In the early 1960s, Jack Stewart set out to build himself a yacht. He chose the Normandy 28 design by the legendary English Royal Designer, award winner of 1951, Jack Laurent Giles. Jack Stewart had never built a boat himself, but over the years he had helped several other people to build theirs. He was therefore quite an experienced builder. Jack personally felled the Ironbark tree in the forest in the Otway Ranges. He then let the log soak for six months in seawater, under the pier at Geelong, before starting to shape it. He built the frames of Spotted Gum and planked the carvel hull in New Zealand Kauri. He laid the pine deck over a base of marine plywood. The hollow mast was built of fine-grained Oregon by a leading mast-builder of the day. Jack fabricated most of the fittings himself. It took about seven years of painstaking work before the boat was launched at the Royal Geelong Yacht Club in, 1969.
Jack Stewart named his new boat after his wife, Irene. All subsequent owners have retained the name.
Irene has been dearly loved by all her owners, Jack Stewart wished he never sold her, later owner Geoff Braybrook wanted to buy her back!
Irene has visited Tasmania on many occasions including a couple of circumnavigations. Her first visit to the Wooden Boat Festival was in 200 and she attended the 2005 and 2017 festivals. Irene has cruised the East Coast extensively including far North Queensland.

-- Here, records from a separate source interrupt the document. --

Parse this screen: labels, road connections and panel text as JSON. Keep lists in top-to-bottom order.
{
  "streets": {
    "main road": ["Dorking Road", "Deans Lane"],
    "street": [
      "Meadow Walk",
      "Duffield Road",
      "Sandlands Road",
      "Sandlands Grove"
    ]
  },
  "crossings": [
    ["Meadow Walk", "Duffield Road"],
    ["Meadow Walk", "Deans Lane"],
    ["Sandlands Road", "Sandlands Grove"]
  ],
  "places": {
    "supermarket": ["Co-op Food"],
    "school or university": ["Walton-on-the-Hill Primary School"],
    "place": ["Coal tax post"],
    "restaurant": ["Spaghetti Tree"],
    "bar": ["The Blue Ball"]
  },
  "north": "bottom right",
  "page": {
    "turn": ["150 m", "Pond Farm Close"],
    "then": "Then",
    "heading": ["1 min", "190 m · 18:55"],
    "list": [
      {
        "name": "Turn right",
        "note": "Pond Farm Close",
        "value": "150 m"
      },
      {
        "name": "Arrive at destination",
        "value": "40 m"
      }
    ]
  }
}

Here is an excerpt from her 1997 Tasmanian circumnavigation by her then Owner Miles Maxwell
Pete and I sailed to Hobart by the West Coast route. Though not the longest trip I ever made, it was by far the most adventurous. We sheltered in the Bathurst Channel during a fearful westerly storm that lasted the best part of a week. When we finally dared to stick our nose out, we had to motor over the huge swells that rolled into Port Davey. There was no wind in the troughs!

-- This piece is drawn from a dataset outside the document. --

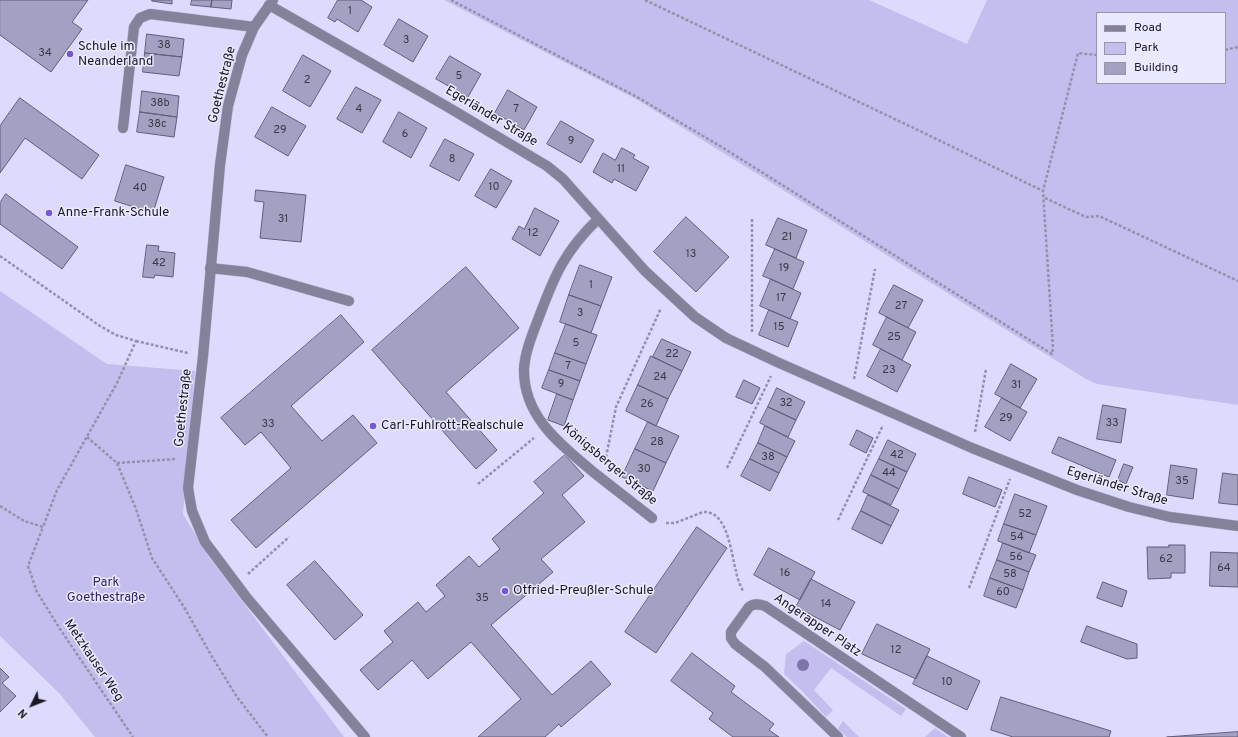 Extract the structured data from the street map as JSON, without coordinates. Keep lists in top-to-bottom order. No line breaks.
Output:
{"streets":{"street":["Goethestraße","Egerländer Straße","Königsberger Straße","Angerapper Platz"],"path":["Metzkauser Weg"]},"crossings":[["Goethestraße","Egerländer Straße"],["Egerländer Straße","Königsberger Straße"]],"parks":["Park Goethestraße"],"places":["Schule im Neanderland","Anne-Frank-Schule","Carl-Fuhlrott-Realschule","Otfried-Preußler-Schule"],"house_numbers":["1","3","38","34","5","2","38b","4","7","38c","29","6","9","8","11","10","40","31","12","21","13","42","19","1","17","27","3","15","25","5","22","7","23","24","9","31","32","26","29","33","33","28","42","38","30","44","35","52","54","56","62","64","16","58","60","35","14","12","10"],"legend":["Road","Park","Building"],"north":"bottom left"}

Not long after rounding South-West Cape, we were caught in another westerly gale. The autopilot was completely overwhelmed by the seas coming up from astern. The night was pitch black, and the noise of the surf breaking on the rocks seemed terrifyingly close. We could neither see where we were going nor could we steer to avoid the following seas. The cockpit was full of water from breaking wave-tops. Trying to steer by compass, we were yawing through 120º. By some mysterious chance, when I found a moment to check the GPS, we were exactly at the point where I had planned to turn northwards to sail up the East Coast. May God bless all those who design and build GPS units.